Australia’s Prime Minister has warned Novak Djokovic that he will be on the “next plane home” if his evidence for being exempted from Covid-19 vaccination rules is deemed insufficient.
World number one Djokovic is poised to defend his Australian Open title this month after tournament organisers prompted public outrage by granting him permission to play.
But the Serbian could yet face problems at the border as the country’s government has stated he requires “acceptable proof” that he cannot be vaccinated for medical reasons, with Prime Minister Scott Morrison adamant the player will not receive any preferential treatment on arrival.

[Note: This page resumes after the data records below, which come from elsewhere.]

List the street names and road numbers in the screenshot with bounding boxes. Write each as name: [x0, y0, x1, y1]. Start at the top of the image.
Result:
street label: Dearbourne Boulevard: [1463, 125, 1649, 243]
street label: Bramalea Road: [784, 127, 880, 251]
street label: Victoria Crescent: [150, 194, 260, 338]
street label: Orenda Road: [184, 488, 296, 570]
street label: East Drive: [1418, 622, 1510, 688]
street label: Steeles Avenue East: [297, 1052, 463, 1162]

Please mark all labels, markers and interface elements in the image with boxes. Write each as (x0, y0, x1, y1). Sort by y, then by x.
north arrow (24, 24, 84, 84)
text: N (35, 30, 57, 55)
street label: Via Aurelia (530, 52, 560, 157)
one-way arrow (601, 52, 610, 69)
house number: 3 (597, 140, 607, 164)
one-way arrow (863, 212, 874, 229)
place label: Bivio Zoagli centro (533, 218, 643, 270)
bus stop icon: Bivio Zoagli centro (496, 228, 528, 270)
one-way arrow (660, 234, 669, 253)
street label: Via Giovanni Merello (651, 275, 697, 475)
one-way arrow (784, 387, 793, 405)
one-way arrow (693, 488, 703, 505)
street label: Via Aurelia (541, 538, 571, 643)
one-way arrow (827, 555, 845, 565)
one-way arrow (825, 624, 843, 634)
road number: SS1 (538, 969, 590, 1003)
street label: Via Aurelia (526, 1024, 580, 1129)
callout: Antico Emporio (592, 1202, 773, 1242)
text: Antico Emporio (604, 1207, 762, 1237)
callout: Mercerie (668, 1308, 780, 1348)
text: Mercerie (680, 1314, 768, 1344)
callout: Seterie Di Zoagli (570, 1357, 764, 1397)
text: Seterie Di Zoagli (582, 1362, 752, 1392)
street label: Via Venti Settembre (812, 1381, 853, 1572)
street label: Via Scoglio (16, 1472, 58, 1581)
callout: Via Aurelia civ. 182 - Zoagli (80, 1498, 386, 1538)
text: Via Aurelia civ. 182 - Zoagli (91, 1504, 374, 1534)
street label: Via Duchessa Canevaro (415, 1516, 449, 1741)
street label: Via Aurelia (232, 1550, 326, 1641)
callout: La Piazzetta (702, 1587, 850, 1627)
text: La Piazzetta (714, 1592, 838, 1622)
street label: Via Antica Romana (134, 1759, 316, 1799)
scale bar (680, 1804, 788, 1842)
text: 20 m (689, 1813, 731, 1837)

Djokovic – a nine-time winner – has not spoken publicly about his vaccination status but last year said he was “opposed to vaccination”.

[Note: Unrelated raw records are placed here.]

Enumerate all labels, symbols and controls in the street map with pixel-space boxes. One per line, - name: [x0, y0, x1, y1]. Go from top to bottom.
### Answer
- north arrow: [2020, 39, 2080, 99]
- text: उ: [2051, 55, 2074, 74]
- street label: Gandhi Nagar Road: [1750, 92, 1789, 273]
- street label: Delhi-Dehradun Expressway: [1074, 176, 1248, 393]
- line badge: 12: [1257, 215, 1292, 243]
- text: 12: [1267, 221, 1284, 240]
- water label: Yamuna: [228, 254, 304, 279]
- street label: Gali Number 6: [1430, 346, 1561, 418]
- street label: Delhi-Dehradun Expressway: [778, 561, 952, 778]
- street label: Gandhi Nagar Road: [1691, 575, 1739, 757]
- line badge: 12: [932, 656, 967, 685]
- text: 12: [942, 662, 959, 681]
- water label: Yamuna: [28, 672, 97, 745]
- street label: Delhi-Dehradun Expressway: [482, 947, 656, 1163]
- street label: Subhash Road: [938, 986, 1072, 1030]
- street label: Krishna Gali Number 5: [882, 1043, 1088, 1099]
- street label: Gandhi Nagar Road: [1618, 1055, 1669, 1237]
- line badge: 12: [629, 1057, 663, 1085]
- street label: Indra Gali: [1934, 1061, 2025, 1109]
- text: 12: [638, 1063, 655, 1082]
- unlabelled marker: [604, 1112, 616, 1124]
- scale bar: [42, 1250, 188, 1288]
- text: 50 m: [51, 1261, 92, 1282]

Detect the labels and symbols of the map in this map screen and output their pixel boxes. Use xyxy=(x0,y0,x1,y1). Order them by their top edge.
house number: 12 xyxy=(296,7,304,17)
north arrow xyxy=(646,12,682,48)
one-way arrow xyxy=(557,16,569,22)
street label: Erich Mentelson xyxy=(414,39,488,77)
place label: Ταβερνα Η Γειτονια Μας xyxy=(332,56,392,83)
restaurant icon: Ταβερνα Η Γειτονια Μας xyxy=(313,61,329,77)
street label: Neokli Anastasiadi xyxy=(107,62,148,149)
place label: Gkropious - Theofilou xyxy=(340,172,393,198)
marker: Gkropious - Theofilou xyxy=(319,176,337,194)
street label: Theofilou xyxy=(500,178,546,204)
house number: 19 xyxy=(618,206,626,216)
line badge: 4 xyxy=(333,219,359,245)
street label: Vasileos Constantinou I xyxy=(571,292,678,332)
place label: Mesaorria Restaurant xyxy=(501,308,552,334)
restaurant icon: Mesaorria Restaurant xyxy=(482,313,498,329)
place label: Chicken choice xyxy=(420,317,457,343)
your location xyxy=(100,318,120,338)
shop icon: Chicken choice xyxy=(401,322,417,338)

It remains unclear what qualifies the 34-year-old for exemption, and tournament director Craig Tiley has said it would be “helpful” for Djokovic to clarify his situation.
His hopes of competing could yet be scuppered by intervention from the federal government.

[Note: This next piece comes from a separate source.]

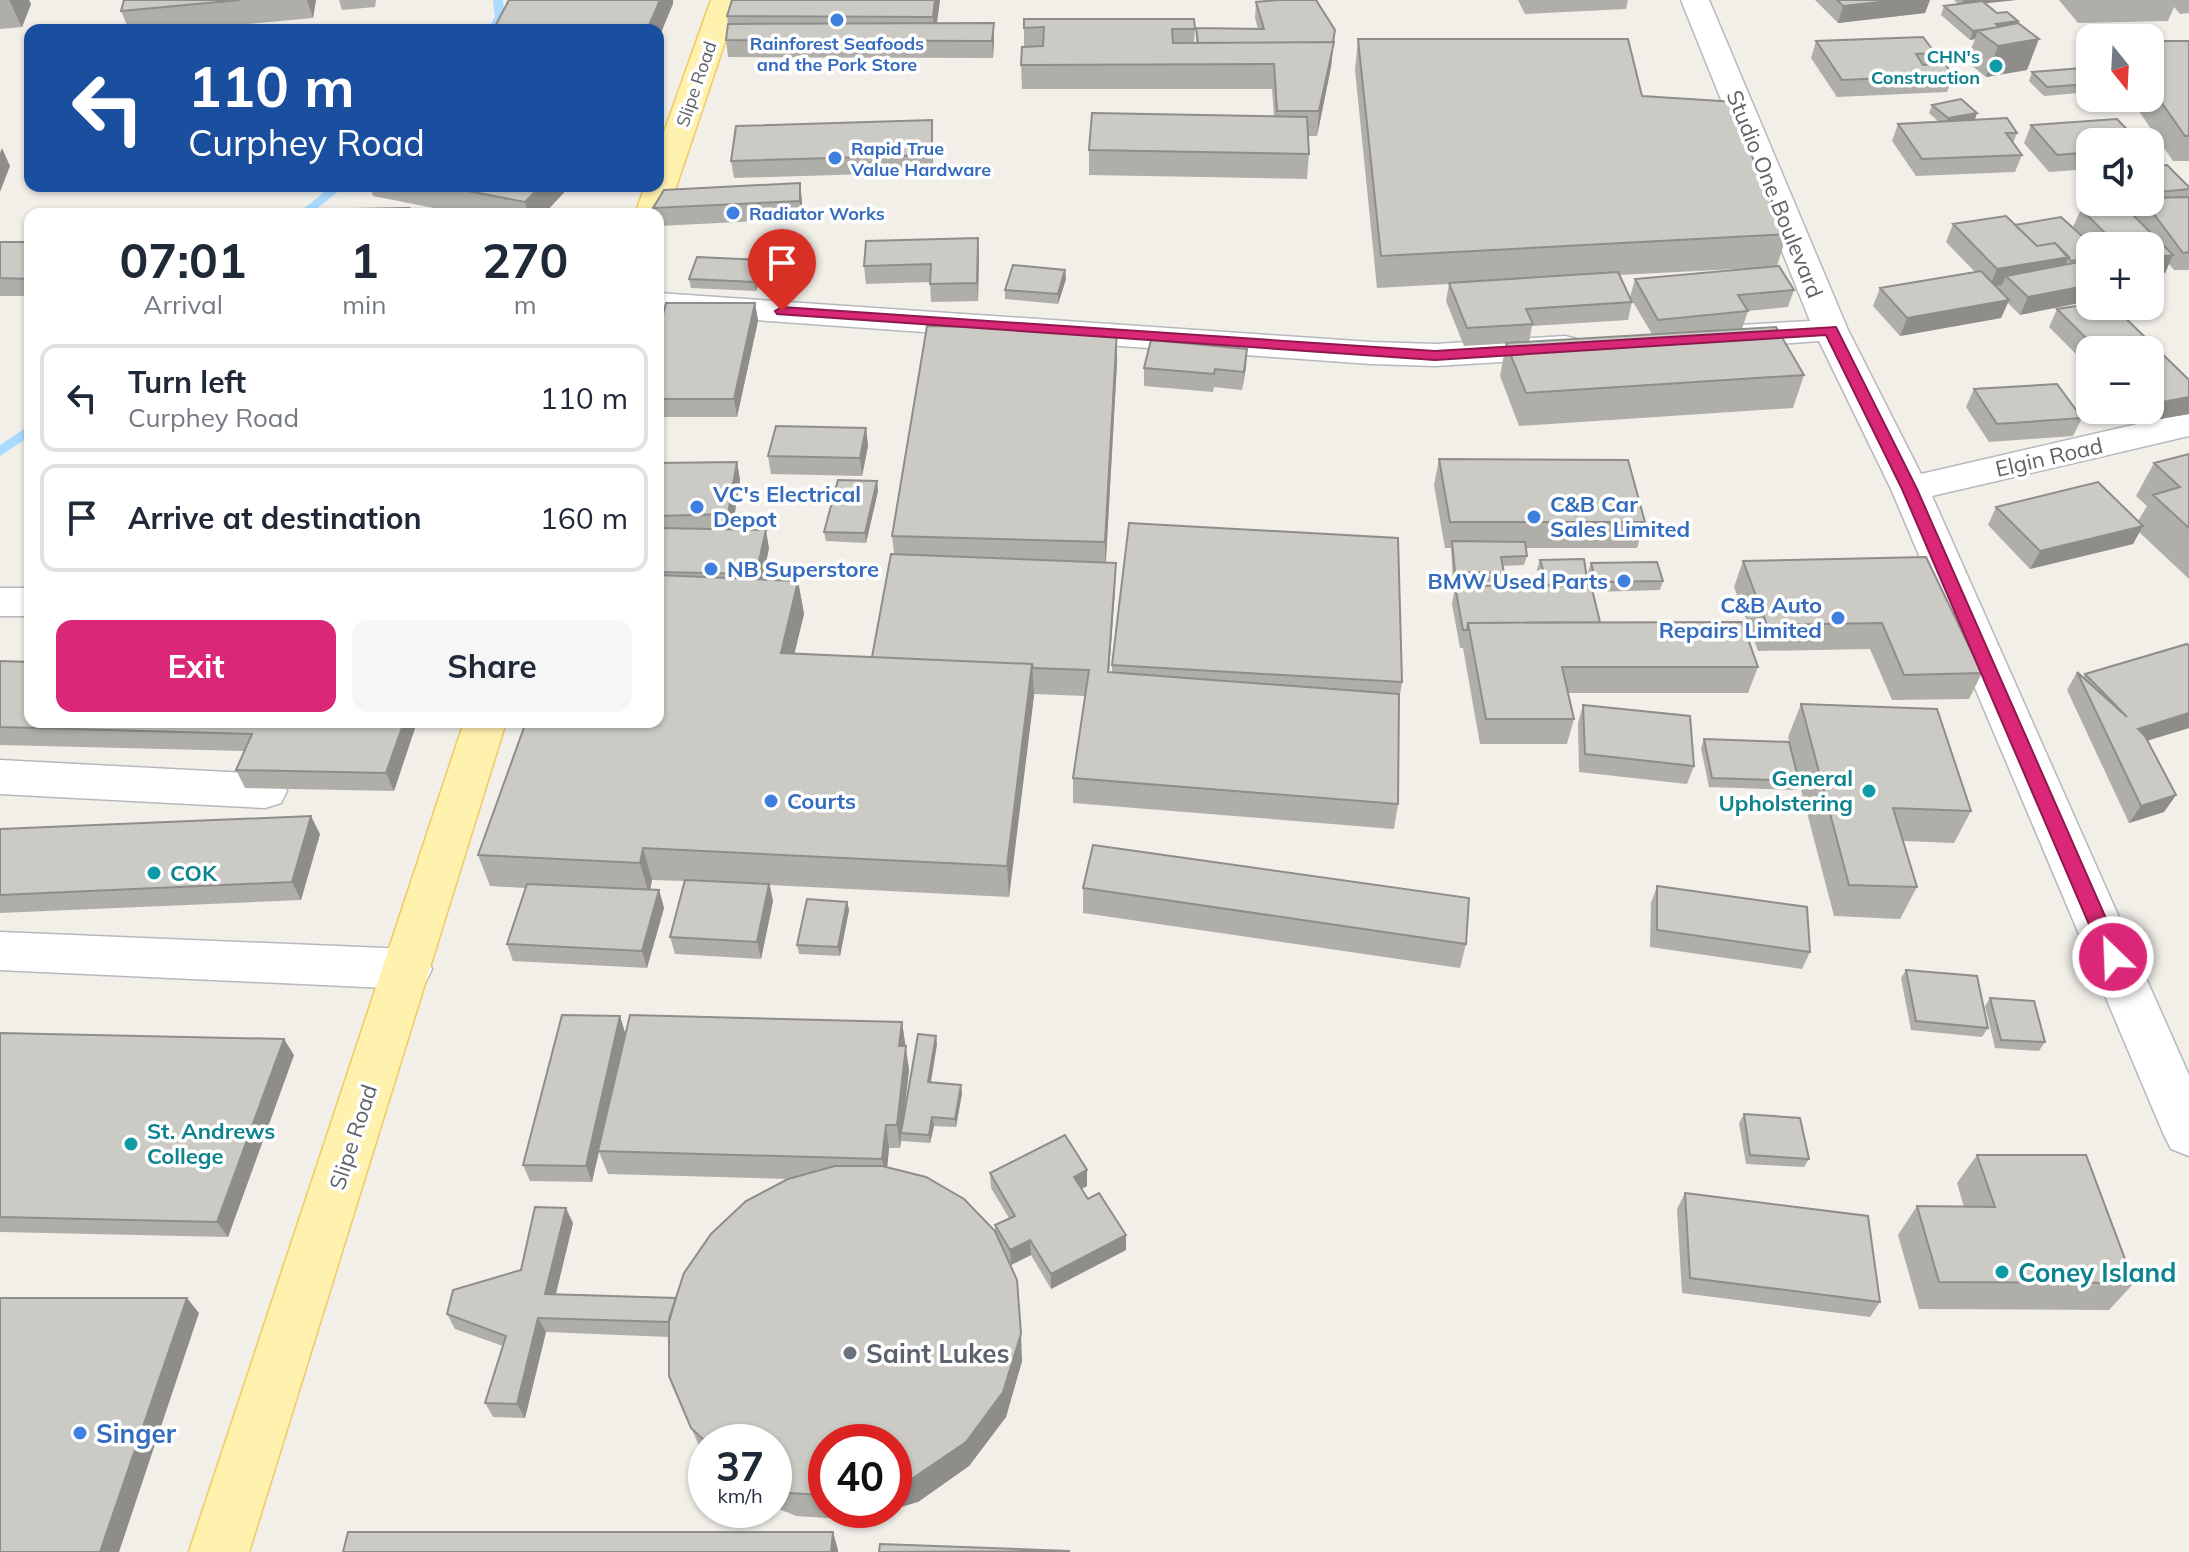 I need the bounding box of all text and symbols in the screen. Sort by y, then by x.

Prime Minister Morrison told a media conference on Wednesday: “We await his presentation and what evidence he provides us to support that.
“If that evidence is insufficient, then he won’t be treated any different to anyone else and he’ll be on the next plane home.
“There should be no special rules for Novak Djokovic at all. None whatsoever.”
More than 90 per cent of Australia’s over-16 population is fully vaccinated.
Morrison’s comments were echoed by a statement from Australia’s minister for home affairs Karen Andrews.
“Australian Border Force will continue to ensure that those who arrive at our border comply with our strict border requirements,” read her statement.
“No individual competing at the Australian Open will be afforded any special treatment.”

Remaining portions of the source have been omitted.